A defense-in-depth system can be further enhanced with zero-trust principles. Exactly as the term suggests, zero-trust principles assume that no individual or group within or outside the business’s office or network should be entrusted with its data. No matter how many times an individual has accessed the data, a zero-trust architecture will keep asking for verification.

Experts have urged private and public institutions to implement a zero-trust architecture in their networks, especially in their emails. Current security solutions, such as pattern matching, have struggled to catch up with evolving BEC attacks as perpetrators have gotten better at crafting their messages to look like the real deal.
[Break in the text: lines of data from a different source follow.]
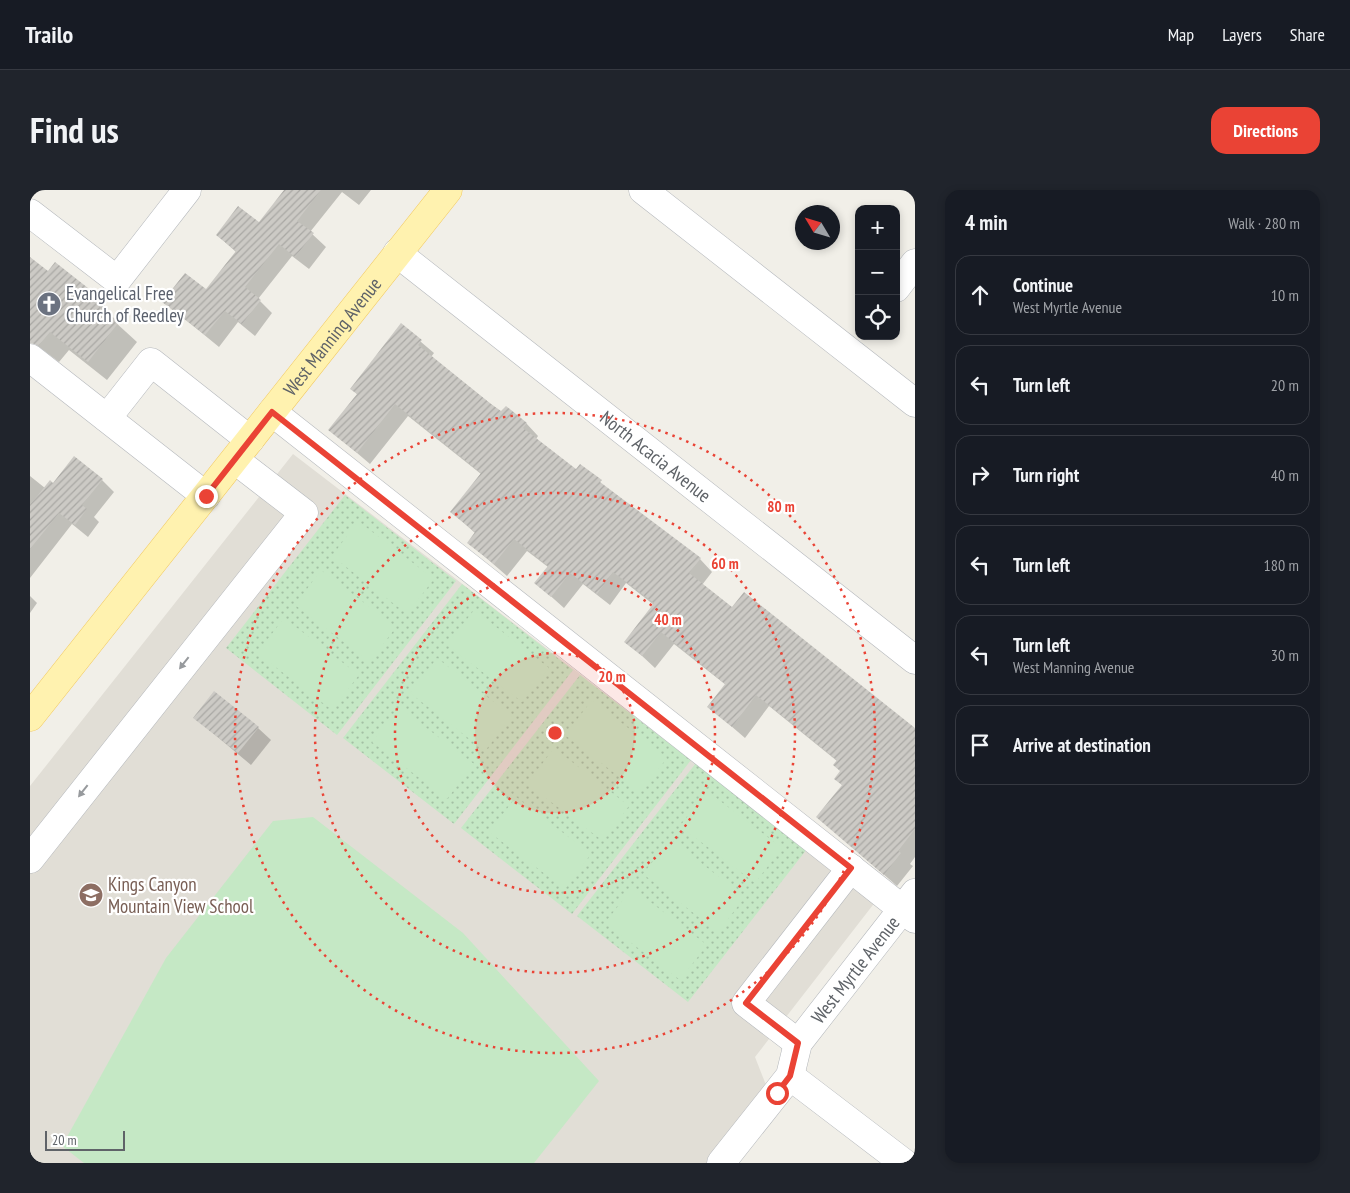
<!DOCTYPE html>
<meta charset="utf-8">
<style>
:root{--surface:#171b24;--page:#20242c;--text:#f1f3f6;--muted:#9ea1a6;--line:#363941;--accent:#ea4335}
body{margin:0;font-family:"PT Sans Narrow",sans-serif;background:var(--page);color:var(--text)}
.controls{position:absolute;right:15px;top:15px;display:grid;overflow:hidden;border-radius:10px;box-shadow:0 2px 8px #0003}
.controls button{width:45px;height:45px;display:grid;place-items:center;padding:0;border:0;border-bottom:1px solid var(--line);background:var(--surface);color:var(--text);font:25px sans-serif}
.compass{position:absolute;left:765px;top:15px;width:45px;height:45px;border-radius:50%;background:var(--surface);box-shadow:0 2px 8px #0003;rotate:308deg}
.scale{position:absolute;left:15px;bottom:12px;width:80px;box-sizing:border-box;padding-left:5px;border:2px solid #5f6368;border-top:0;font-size:14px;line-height:18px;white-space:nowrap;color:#5f6368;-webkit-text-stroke:4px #fff;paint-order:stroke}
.stop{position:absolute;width:15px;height:15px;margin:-11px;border:4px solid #ea4335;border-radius:50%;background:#fff}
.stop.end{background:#ea4335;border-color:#fff;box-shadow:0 1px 5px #0008}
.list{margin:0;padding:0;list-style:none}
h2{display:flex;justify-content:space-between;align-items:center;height:65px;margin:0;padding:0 20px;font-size:21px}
h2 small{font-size:16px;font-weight:400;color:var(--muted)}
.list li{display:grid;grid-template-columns:32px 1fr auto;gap:15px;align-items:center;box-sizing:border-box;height:80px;margin:0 10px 10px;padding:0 10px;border:1px solid var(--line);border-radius:15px}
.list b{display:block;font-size:19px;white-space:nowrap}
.list p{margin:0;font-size:16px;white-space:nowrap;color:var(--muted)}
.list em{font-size:16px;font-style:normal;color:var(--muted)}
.icon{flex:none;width:28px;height:28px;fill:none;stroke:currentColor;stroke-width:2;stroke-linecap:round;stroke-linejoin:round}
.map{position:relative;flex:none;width:885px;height:973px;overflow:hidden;border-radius:15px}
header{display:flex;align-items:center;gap:30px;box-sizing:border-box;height:70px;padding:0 25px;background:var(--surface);border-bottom:1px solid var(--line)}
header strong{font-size:24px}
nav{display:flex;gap:28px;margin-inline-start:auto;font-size:18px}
.intro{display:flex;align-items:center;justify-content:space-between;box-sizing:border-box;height:120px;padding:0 30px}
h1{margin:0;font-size:35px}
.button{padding:12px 22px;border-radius:15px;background:var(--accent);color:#fff;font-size:18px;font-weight:700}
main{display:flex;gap:30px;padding:0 30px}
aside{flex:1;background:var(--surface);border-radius:15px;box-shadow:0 2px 8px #0003}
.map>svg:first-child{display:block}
.education{fill:#e1ded6}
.park{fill:url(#park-dots)}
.pitch{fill:#c5e8c5}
.shadow{fill:#0003}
.building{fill:url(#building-hatch)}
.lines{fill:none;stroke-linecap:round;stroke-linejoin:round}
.minor-casing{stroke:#b5b8bc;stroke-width:29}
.major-casing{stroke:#f2c960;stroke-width:29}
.minor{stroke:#fff;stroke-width:28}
.major{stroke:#fff2af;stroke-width:28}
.oneway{fill:#979a9d}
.route{stroke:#ea4335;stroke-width:6}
.ring{fill:none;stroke:#ea4335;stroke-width:2.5;stroke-dasharray:2.5 5}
.labels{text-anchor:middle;stroke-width:4.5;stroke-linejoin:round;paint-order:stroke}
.worship-label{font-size:19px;fill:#5b616d;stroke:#fff;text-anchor:start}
.street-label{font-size:19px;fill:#5f6368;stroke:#fff}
.education-label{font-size:19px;fill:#785e54;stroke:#fff;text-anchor:start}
.centre{fill:#ea4335;stroke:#fff;stroke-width:2.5}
.ring-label{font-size:15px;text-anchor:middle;font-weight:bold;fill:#ea4335;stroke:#fff;stroke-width:4.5;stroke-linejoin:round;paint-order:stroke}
</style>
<header>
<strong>Trailo</strong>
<nav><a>Map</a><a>Layers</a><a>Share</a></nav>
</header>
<div class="intro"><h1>Find us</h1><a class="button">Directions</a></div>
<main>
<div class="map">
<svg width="885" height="973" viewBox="0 0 885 973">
<defs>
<pattern id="park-dots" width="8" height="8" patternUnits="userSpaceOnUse" patternTransform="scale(1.25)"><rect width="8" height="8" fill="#c5e8c5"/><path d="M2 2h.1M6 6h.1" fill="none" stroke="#a3c0a4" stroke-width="1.8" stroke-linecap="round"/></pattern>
<pattern id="building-hatch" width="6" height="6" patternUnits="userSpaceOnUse" patternTransform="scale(1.25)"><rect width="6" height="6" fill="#cccac5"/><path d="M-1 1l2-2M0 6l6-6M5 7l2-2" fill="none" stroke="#a9a8a4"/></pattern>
</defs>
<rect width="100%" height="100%" fill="#f1efe8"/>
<path class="education" d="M263,264L846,711L725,867L736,895L705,973H0V596Z"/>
<g class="park">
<path d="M315,305L426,391L307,545L196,458Z"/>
<path d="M432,394L543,480L424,634L313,548Z"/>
<path d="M550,485L661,570L542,724L431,638Z"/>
<path d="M666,573L777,659L658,812L547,726Z"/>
</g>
<g class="pitch">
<path d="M328,331L404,389L377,424L302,366Z"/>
<path d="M291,380L366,437L340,472L265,415Z"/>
<path d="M444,420L519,478L492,512L417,455Z"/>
<path d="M254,428L329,485L302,520L227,463Z"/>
<path d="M407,468L482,526L455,561L380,503Z"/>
<path d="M562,510L637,568L610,603L535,545Z"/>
<path d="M369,517L444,574L417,609L342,552Z"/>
<path d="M524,558L599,616L573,651L497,594Z"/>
<path d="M677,601L752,658L725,693L650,636Z"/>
<path d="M486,607L561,664L535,699L459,642Z"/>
<path d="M283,627L433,743L569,891L504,973H54L32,956L136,768L243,631Z"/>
<path d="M640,649L715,707L688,742L613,684Z"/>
<path d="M602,698L677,755L650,790L575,733Z"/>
</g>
<g class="shadow">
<path d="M256,0H341L329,15L312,2L280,42L296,57L279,79L262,66L228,109L242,123L225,146L208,132L189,157L134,112L176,101L206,62L187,45L229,34Z"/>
<path d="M0,68L18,82L57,99L76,117L73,121L107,152L77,190L39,160L29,172L0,150Z"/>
<path d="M371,135L404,163L401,167L471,222L496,233L508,246L506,249L546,281L550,276L582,303L670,369L682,382L672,395L702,419L885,539V667L880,674L883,676L867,696L788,627L813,596L806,589L811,582L807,571L739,516L715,548L679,517L696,495L644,454L625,478L596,451L624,415L596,393L580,415L553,394L534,418L506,393L518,377L497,361L477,386L439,353L446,344L422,322L451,284L378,226L340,274L300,240L328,205L322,199Z"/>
<path d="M0,286L15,298L23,294L72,290L84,302L64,327L69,332L58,347L42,334L0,388Z"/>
<path d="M0,406L7,413L0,423Z"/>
<path d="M165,528L228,538L241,550L221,575Z"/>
</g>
<g class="building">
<path d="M254,0H291L267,31L284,43L265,67L249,54L215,97L231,110L212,134L195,121L175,145L132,112L155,83L176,99L206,61L186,45L208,16L229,32Z"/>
<path d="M0,67L18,81L25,72L58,98L53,104L89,132L58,172L20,142L9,155L0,153Z"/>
<path d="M371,133L392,150L388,155L461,214L471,221L476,216L497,233L493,238L546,279L550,274L572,290L570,292L671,368L659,383L702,417L714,402L885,538V639L868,661L871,663L854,685L786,627L812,595L804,589L810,581L803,575L807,570L726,505L702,537L677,517L695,494L631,442L612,466L594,452L624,413L583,382L567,404L540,383L521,407L504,393L518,376L484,349L464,374L437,353L445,342L420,322L451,283L365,214L327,263L298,240L327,204L320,199Z"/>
<path d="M44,266L73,289L52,315L57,319L45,335L29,323L0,359V315L20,290L23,293Z"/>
<path d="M184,501L229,537L208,563L163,528Z"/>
</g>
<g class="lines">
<defs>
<g id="minor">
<path d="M613,0L885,213"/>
<path d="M0,23L87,90L157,0"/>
<path id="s1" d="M367,63L885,470"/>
<path d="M866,98L885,73"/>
<path d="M0,168L176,306"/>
<path d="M242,222L885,729"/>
<path d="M77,228L121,172L220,250"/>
<path d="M0,669L274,323L205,270"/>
<path d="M768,853L716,813L821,678"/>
<path d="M760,886L874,973"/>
<path id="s2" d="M691,973L760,886L768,853L885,703"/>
</g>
<g id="major">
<path id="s3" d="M0,527L418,0"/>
</g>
</defs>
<use href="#minor" class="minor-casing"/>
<use href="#major" class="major-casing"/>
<use href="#minor" class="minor"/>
<use href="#major" class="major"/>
</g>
<defs><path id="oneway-solid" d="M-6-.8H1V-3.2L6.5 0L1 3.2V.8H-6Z" transform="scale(1.25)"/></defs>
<g class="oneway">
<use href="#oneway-solid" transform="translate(154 473) rotate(128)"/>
<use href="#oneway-solid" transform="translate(53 601) rotate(128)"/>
</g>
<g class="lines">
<path class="route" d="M176,306L242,222L821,678L716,813L768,853L760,886L747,903"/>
</g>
<circle cx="525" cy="543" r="80" fill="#ea4335" fill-opacity=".12"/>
<g class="ring">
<circle cx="525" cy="543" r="80"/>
<circle cx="525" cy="543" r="160"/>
<circle cx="525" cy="543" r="240"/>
<circle cx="525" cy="543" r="320"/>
</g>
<defs>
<symbol id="church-disc" viewBox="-11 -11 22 22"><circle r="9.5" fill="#6b7280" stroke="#fff"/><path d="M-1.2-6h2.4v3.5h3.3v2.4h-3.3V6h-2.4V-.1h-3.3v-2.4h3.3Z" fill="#fff"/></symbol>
<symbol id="school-disc" viewBox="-11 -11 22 22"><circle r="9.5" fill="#8d6e63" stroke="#fff"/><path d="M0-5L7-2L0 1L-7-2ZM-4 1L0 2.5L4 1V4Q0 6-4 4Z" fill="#fff"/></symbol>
</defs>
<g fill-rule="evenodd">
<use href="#church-disc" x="5" y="100" width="28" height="28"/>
<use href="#school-disc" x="47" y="691" width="28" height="28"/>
</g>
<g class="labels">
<g class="worship-label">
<text x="36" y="110">Evangelical Free<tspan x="36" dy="22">Church of Reedley</tspan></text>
</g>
<g class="street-label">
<text dy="7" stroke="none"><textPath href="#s3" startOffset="486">West Manning Avenue</textPath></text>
<text dy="7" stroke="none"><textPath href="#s1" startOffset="329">North Acacia Avenue</textPath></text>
<text dy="7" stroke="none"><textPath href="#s2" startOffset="238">West Myrtle Avenue</textPath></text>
</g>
<g class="education-label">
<text x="78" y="701">Kings Canyon<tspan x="78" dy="22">Mountain View School</tspan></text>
</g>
</g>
<circle cx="525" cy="543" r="8" class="centre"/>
<g class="ring-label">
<text x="751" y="322">80 m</text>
<text x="695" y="379">60 m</text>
<text x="638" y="435">40 m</text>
<text x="582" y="492">20 m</text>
</g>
</svg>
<div class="controls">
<button>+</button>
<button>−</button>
<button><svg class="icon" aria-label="locate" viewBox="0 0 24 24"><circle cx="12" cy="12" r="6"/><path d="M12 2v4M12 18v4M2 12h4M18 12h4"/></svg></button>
</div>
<svg class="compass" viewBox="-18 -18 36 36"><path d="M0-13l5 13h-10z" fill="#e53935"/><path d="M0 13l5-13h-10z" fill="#9ea1a6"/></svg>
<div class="scale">20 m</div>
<div class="stop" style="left:747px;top:903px"></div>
<div class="stop end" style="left:176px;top:306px"></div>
</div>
<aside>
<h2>4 min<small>Walk · 280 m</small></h2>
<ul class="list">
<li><svg class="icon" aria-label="ahead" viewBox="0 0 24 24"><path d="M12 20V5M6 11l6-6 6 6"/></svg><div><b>Continue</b><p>West Myrtle Avenue</p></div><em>10 m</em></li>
<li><svg class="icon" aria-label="left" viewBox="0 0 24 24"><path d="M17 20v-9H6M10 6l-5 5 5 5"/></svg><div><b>Turn left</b></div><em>20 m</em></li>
<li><svg class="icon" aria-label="right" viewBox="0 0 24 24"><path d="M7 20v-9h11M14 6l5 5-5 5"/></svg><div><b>Turn right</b></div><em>40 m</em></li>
<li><svg class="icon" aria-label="left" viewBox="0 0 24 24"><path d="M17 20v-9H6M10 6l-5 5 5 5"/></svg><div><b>Turn left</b></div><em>180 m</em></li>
<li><svg class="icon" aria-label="left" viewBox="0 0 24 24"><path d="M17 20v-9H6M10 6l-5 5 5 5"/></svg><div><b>Turn left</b><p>West Manning Avenue</p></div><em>30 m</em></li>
<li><svg class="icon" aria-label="arrive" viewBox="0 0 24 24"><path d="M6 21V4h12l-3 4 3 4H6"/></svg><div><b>Arrive at destination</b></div></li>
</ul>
</aside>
</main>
The industry has developed at least four types of email security protocols since 2014, though many businesses have yet to integrate any one of them into their networks. These include:

• Sender Policy Framework (SPF) – determines if the sender sent the email from an authorized IP address or mail server
• Domain Keys Identified Mail (DKIM) – attaches a digital signature produced and validated by the mail server to vouch for the email’s legitimacy; ideal for forwarding
• Domain-Based Message Authentication Reporting and Conformance (DMARC) – verifies an email through domain records verified by SPF and DKIM
• Brand Identifiers for Message Identification (BIMI) – brands an email that passes SPF, DKIM, and DMARC checks in the form of a logo

As explained here, it’s impossible to employ one of these protocols because they work together. There are other protocols in use, but industry experts agree that these four are the closest to a zero-trust architecture for email security. If you have other ideas for a zero-trust architecture, the important thing is always to remember to trust no one, not even yourself.

Conclusion

Email continues to be a widely-used medium for communication amid the rise of alternatives such as chat. Data from Statista projects a modest upward trend for the number of email users worldwide, reaching nearly 4.6 billion by 2025. If another technology out there is set to replace email, it may take a generation or two to do so.

However, for cybercriminals, the increase in usage also means an increase in potential victims. As long as email remains relevant moving forward, they’ll keep sending disguised messages to con businesses out of their money. Companies should pay attention to their emails and safeguard them as much as their resources allow.